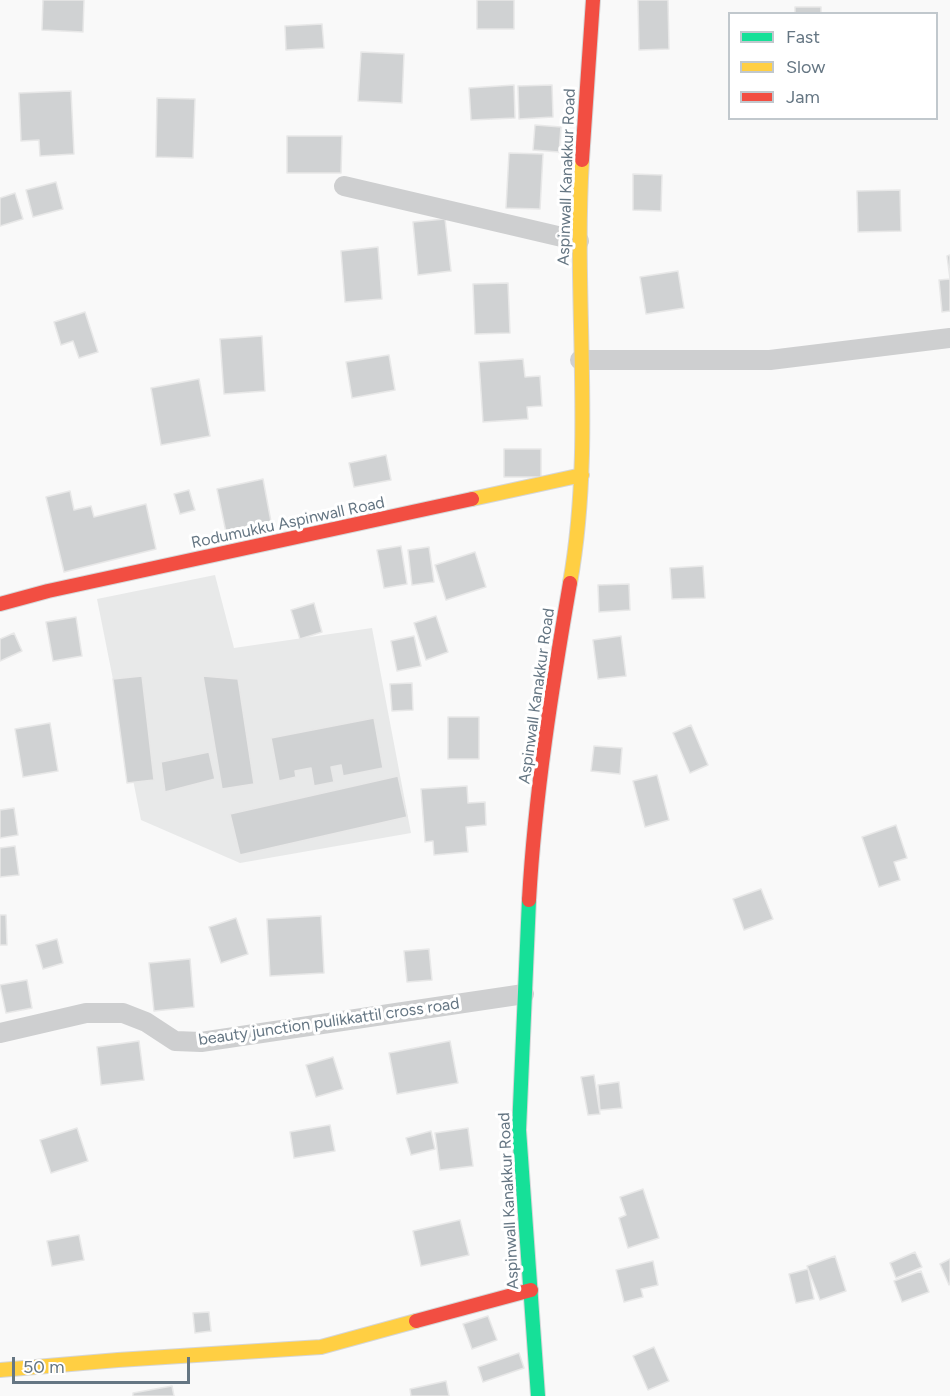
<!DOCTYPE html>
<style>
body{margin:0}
#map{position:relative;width:950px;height:1396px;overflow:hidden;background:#f9f9f9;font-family:Figtree,sans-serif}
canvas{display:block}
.legend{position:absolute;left:728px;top:12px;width:210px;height:108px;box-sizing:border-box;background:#fff;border:2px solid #c1c8cd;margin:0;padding:8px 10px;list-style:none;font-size:18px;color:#657683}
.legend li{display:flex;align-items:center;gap:12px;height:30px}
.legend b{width:30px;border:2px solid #c1c8cd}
.scale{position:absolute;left:12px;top:1357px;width:178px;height:27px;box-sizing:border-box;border:3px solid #657683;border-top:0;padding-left:8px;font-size:18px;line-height:21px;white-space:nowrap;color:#657683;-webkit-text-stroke:4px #fff;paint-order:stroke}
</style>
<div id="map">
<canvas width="950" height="1396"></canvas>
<ul class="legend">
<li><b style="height:8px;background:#16e098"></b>Fast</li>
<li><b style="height:8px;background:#ffcf43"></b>Slow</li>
<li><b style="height:8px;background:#f24e42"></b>Jam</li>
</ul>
<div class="scale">50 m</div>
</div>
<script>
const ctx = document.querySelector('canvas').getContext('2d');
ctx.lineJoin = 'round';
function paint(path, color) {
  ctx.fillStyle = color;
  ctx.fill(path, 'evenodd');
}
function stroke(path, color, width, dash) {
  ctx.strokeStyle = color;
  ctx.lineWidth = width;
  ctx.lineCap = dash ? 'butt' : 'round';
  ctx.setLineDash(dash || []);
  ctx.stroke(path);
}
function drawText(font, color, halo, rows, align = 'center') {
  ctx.font = font + ' Figtree,sans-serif';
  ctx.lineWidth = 6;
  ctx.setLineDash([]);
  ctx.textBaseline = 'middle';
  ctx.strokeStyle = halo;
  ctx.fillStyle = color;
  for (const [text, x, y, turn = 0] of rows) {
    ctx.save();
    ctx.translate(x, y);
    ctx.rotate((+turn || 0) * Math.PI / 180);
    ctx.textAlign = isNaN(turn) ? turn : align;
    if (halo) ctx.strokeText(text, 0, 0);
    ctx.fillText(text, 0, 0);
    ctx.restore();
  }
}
const built = new Path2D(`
 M215 575 234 648 372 628 411 833 240 863 141 820 97 599Z`);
const building = new Path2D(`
 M43 0H84L83 32 42 30Z
 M477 0H514V29H477Z
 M638 0H668L669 49 639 50Z
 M795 7H821V14H795Z
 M322 24 324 48 286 50 285 26Z
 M361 52 404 54 402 103 358 101Z
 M514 85 515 118 471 120 469 88Z
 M552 85 553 117 519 119 518 86Z
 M71 91 74 154 40 156 39 140 21 141 19 93Z
 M157 98 195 99 193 158 156 157Z
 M535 125 561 127 559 152 533 150Z
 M287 136H342L341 173H287Z
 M509 153 543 154 540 209 506 208Z
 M633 174 662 175 661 211 633 210Z
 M56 182 63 209 33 217 26 190Z
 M900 190 901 231 858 232 857 191Z
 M15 193 23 219 0 226V198Z
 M445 219 451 271 418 275 413 222Z
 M378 247 382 299 345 302 341 251Z
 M950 255V311L942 312 939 280 950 279 947 256Z
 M678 271 684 308 646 314 640 277Z
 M508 283 510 333 475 334 473 284Z
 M85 312 98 352 79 358 73 341 61 345 54 322Z
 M262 336 265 391 224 394 220 339Z
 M389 355 395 390 352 398 346 362Z
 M523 359 525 377 540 376 542 406 527 407 528 419 483 422 479 362Z
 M199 379 210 436 161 445 151 388Z
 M504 449H541V477H504Z
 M386 455 391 480 354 487 349 463Z
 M263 479 272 527 227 537 217 489Z
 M189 490 195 510 180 514 174 494Z
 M70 491 74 510 91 506 94 517 146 504 156 549 64 572 46 497Z
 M401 546 407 584 384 588 377 550Z
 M429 547 434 582 412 585 408 550Z
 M475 552 486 587 446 600 435 565Z
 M703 566 705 598 672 599 670 568Z
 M629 584 630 610 599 612 598 585Z
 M314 603 322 632 300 639 291 610Z
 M436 616 448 652 426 660 414 623Z
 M76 617 82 656 53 661 46 622Z
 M14 633 22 651 0 661V639Z
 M414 636 421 666 397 671 391 641Z
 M621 636 626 676 598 679 593 640Z
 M142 676 154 780 127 783 113 679Z
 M203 676 238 679 254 784 222 789Z
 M412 683 413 710 392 711 390 684Z
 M448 717H479V759H448Z
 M374 718 383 768 343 776 341 765 331 767 334 782 314 786 311 768 295 771 296 777 279 781 271 738Z
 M50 723 58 771 23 777 15 729Z
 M691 725 708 765 690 773 673 733Z
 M594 746 622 748 620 774 591 771Z
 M209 752 215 779 165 792 161 762Z
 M657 775 669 820 645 827 633 781Z
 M398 776 407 817 240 855 230 814Z
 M467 786 468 803 485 802 486 825 466 827 468 852 434 855 433 841 425 842 421 789Z
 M14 808 18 835 0 838V810Z
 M896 825 907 858 894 862 900 880 879 887 862 837Z
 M15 846 19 875 0 877V848Z
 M761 889 773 919 744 930 733 899Z
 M0 915H6L7 945H0Z
 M321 916 324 973 270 976 267 919Z
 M236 918 248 954 221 963 209 927Z
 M57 939 63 963 43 969 36 945Z
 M429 949 432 980 407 982 404 951Z
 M190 959 194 1007 154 1011 149 963Z
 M27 980 32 1008 6 1013 0 985Z
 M139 1041 144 1080 101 1085 97 1047Z
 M450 1041 458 1083 397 1094 389 1053Z
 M333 1057 343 1089 316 1097 306 1065Z
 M594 1075 600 1114 588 1115 581 1077Z
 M619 1082 622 1108 600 1110 598 1085Z
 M330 1125 335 1151 294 1158 290 1132Z
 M77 1128 88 1161 51 1173 40 1140Z
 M468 1128 473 1166 440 1170 435 1133Z
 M431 1131 435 1149 411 1155 406 1138Z
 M643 1189 659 1238 628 1248 619 1218 626 1215 620 1197Z
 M460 1220 469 1255 421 1266 413 1231Z
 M79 1235 84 1260 52 1266 47 1241Z
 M915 1252 922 1267 896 1278 890 1263Z
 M835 1256 846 1291 820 1300 807 1266Z
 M950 1259V1284L949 1285 940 1264Z
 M653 1261 658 1285 641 1289 643 1297 624 1302 616 1270Z
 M808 1269 814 1299 796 1303 789 1274Z
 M921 1271 929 1292 902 1302 894 1281Z
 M209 1312 211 1331 195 1333 193 1313Z
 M488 1316 497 1340 472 1349 463 1324Z
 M654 1347 669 1381 648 1390 633 1356Z
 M519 1353 524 1368 483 1382 478 1367Z
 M446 1381 449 1396H411L410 1389Z
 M172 1386 174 1396H133V1393Z`);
const street = new Path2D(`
 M344 186 579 241
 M580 360H770L950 338
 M0 1033 86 1013H123L146 1022 175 1041 201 1042 524 994`);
const fast = new Path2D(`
 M529 900 519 1130 538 1396`);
const slow = new Path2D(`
 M472 499 582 475
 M570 583C595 443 573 300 582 160
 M0 1370 118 1360 321 1347 416 1321`);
const jam = new Path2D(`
 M582 160 593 0
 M0 604 48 591 472 499
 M529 900C535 794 552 687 570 583
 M416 1321 531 1290`);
const streetNames = [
 ["Aspinwall Kanakkur Road",567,177,-88],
 ["Rodumukku Aspinwall Road",288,523,-12],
 ["Aspinwall Kanakkur Road",537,696,-82],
 ["beauty junction pulikkattil cross road",329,1022,-8],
 ["Aspinwall Kanakkur Road",509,1201,-93]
];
paint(built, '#e8e9e9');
paint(building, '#d0d2d3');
stroke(building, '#e8e8e8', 1.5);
stroke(fast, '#d5d6d7', 16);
stroke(slow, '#d5d6d7', 16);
stroke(jam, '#d5d6d7', 16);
stroke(street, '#cecfd0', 20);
stroke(fast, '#16e098', 14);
stroke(slow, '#ffcf43', 14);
stroke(jam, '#f24e42', 14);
drawText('16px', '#657683', '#fff', streetNames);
</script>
▬▬▬▬▬▬
WORK REQUEST: Scan the material above. Copy each line where "display" occurs.

FINAL ANSWER:
canvas{display:block}
.legend li{display:flex;align-items:center;gap:12px;height:30px}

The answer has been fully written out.